Required work: Filter the listing below, please, and copy only the lines with the word "named".

Data extract:
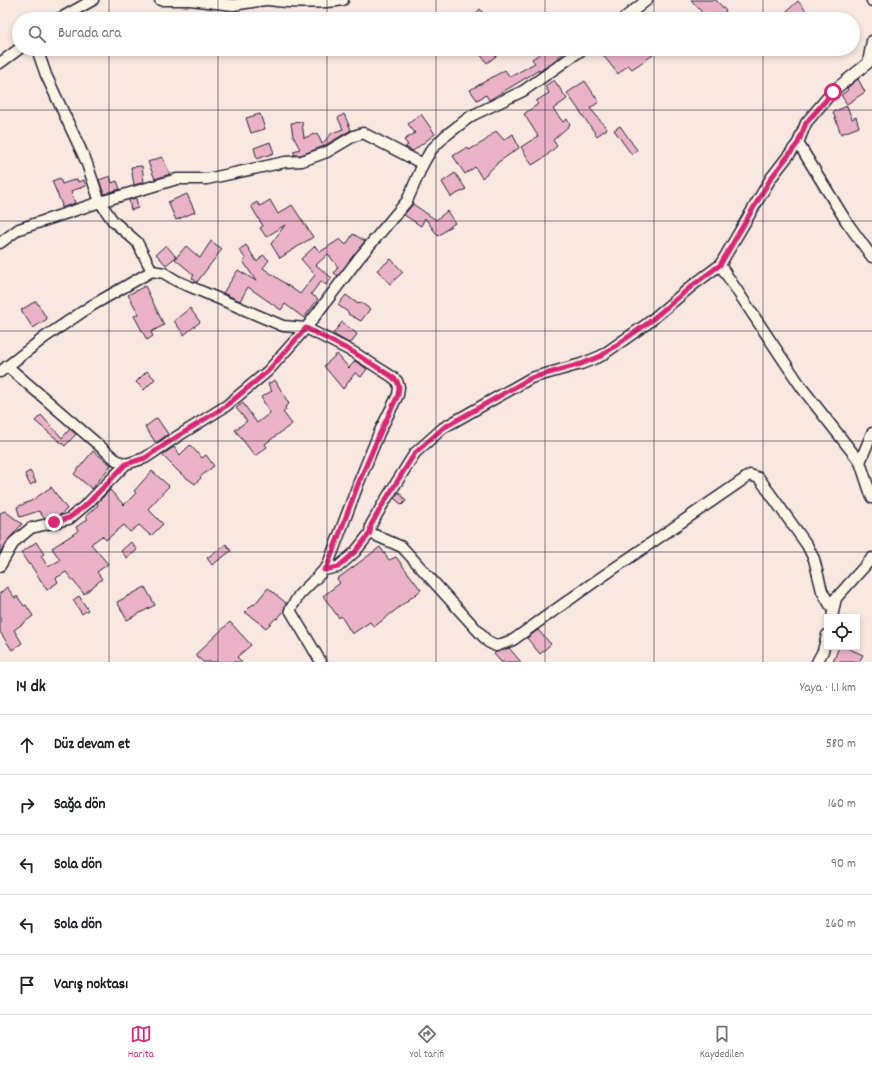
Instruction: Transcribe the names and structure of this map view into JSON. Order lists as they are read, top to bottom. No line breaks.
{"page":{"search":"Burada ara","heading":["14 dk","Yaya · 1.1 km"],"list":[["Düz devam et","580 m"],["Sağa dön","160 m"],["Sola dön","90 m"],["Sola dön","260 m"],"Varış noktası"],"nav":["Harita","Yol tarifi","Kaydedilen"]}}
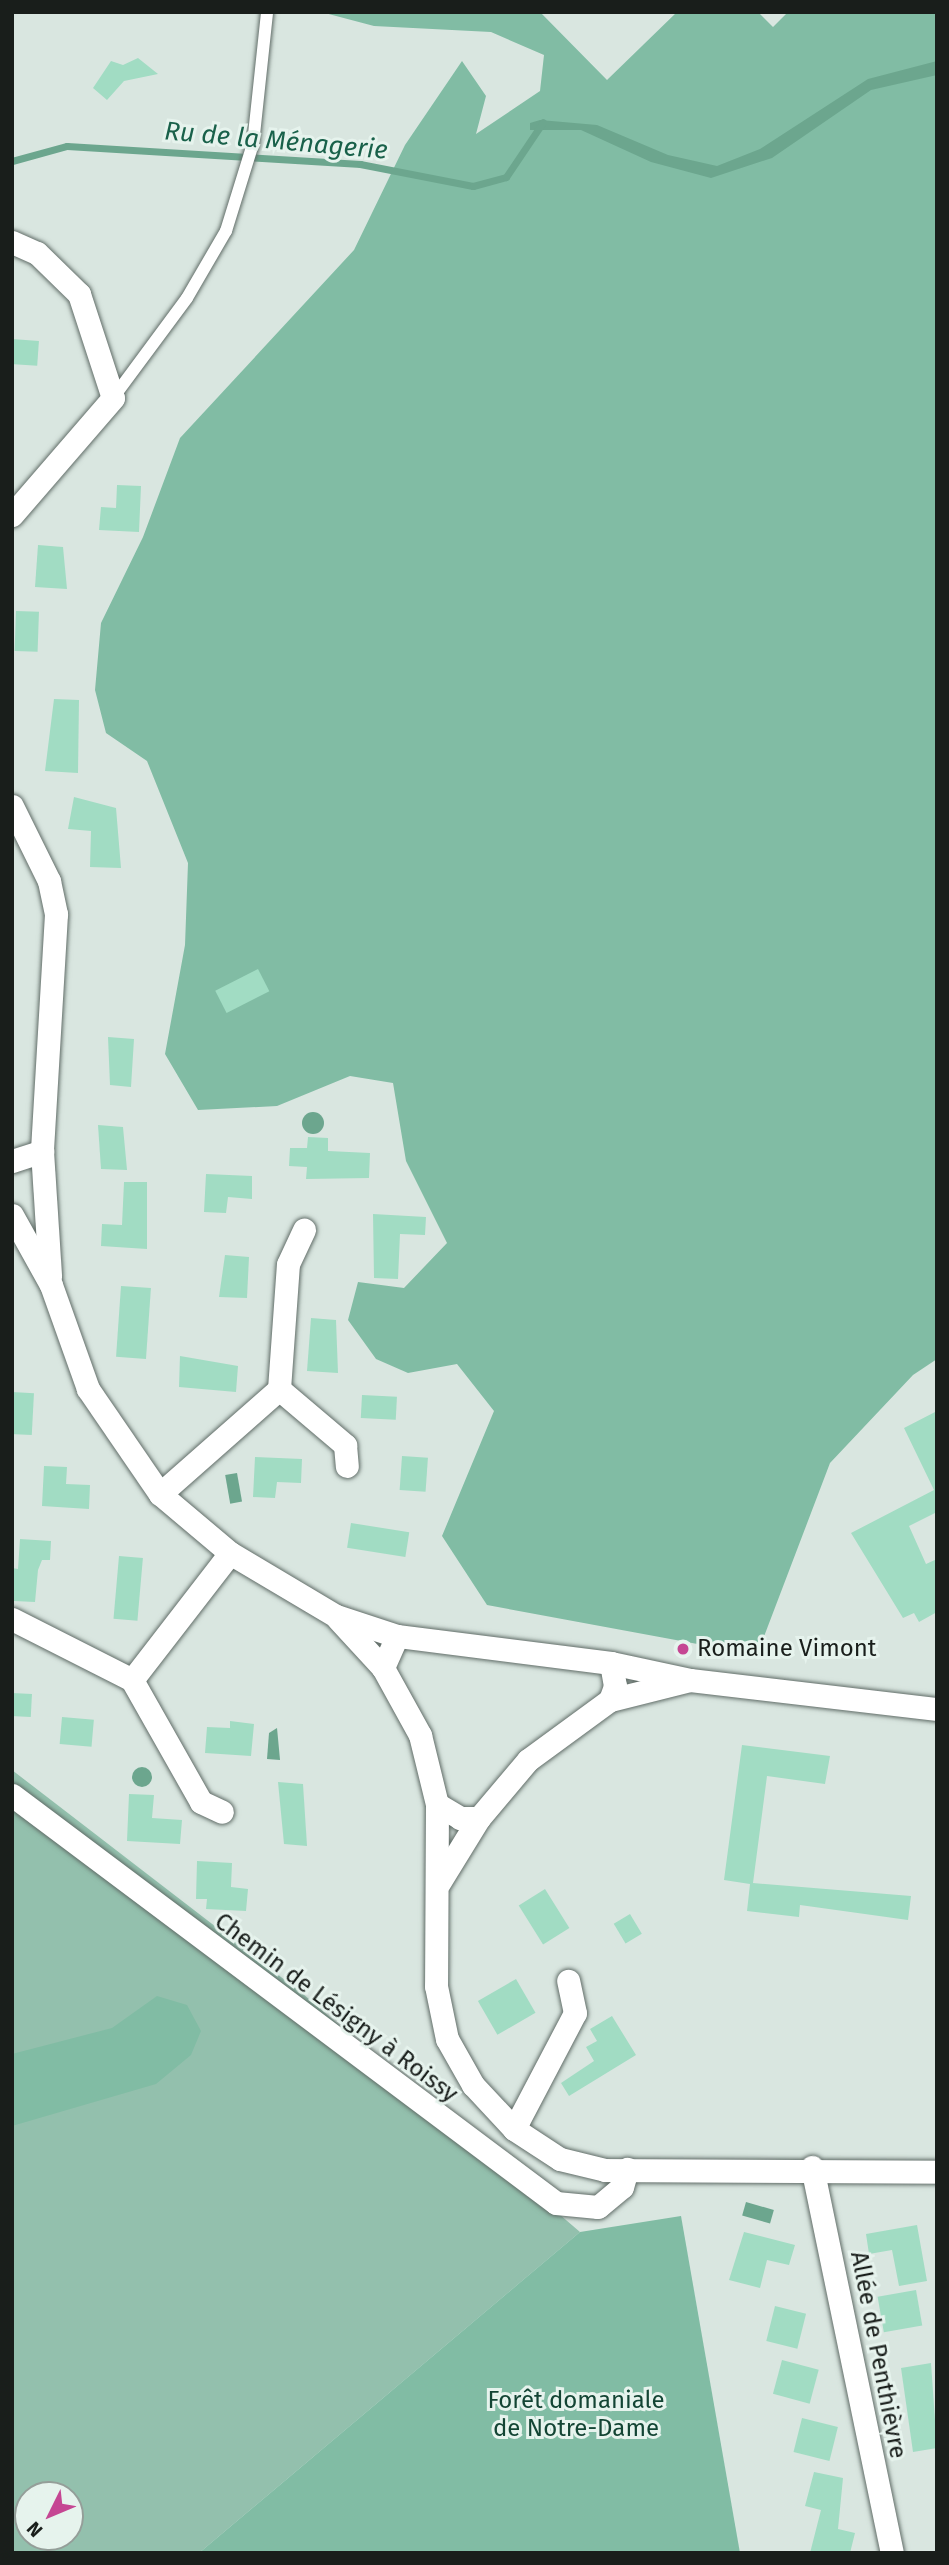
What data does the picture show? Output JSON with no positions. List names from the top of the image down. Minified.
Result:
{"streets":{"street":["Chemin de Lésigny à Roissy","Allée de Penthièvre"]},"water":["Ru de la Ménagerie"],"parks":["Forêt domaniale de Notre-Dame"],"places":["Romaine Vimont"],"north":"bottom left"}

==

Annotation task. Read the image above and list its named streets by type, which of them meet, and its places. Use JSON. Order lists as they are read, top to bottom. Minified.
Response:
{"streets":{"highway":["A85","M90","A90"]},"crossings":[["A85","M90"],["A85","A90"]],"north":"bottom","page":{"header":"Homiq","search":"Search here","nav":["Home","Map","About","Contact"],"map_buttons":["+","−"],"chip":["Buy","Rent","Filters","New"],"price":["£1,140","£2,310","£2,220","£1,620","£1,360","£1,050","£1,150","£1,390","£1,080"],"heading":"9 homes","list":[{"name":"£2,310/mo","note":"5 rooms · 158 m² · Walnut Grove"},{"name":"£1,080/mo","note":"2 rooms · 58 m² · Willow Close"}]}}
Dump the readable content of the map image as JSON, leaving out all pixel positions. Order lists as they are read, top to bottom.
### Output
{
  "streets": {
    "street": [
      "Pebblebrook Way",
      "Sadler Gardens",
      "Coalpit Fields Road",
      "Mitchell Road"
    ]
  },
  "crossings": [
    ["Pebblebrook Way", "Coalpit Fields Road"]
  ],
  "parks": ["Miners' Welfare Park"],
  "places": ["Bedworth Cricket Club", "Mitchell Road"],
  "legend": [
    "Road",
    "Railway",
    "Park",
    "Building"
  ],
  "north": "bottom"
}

---

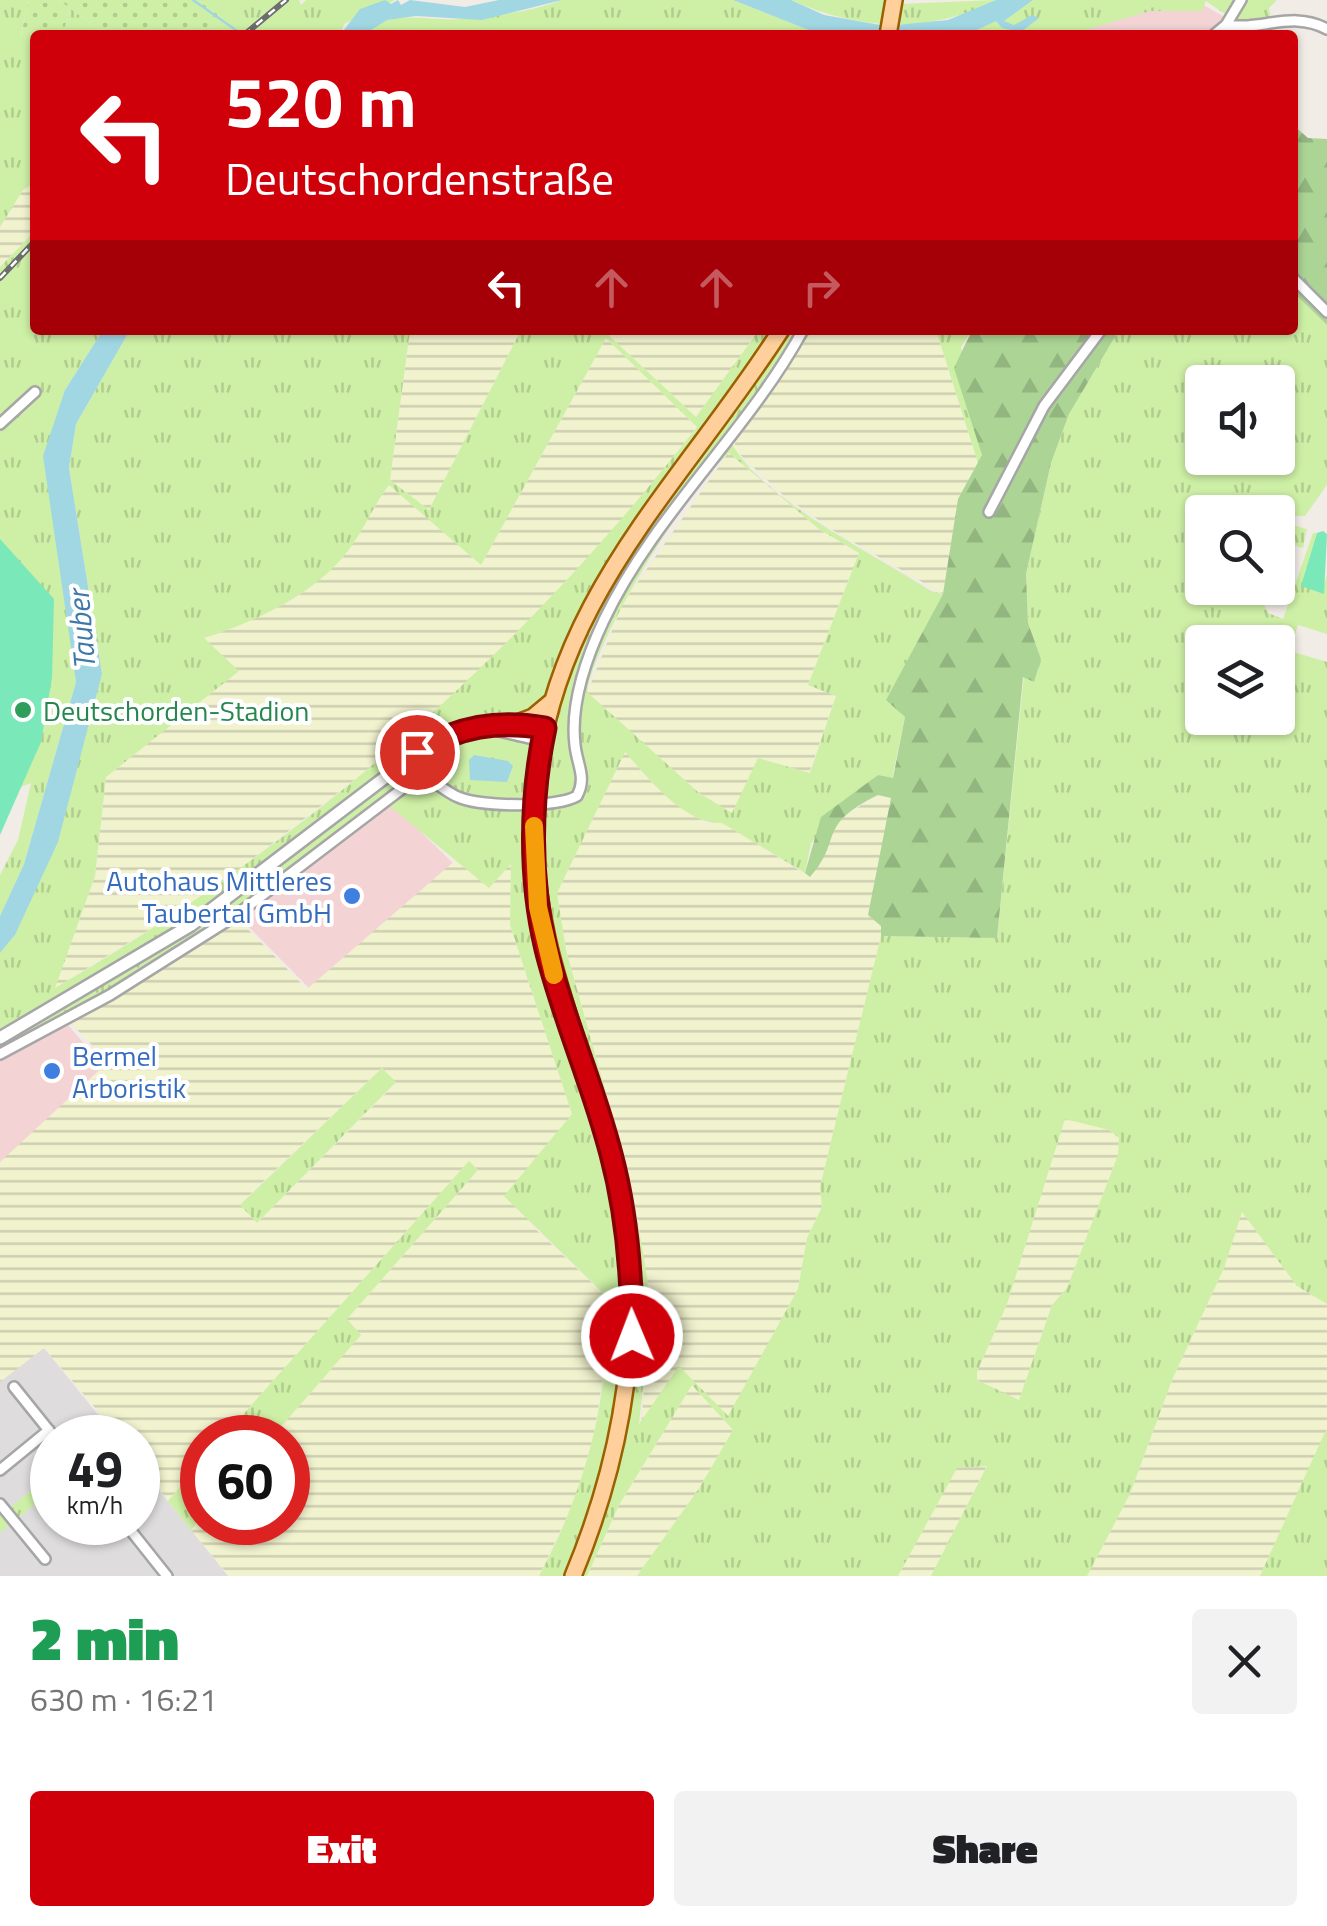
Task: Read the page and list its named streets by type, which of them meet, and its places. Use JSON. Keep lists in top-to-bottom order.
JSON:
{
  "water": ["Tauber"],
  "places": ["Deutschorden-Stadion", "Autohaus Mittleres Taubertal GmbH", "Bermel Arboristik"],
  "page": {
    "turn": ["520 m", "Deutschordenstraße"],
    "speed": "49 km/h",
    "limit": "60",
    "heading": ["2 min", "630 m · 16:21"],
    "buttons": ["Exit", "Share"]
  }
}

Solution for this problem:
Annotation task. Read the image above and list its named streets by type, which of them meet, and its places. Use JSON. Order lists as they are read, top to bottom. Minified.
Task: Read the page and list its named streets by type, which of them meet, and its places. Use JSON. Keep lists in top-to-bottom order.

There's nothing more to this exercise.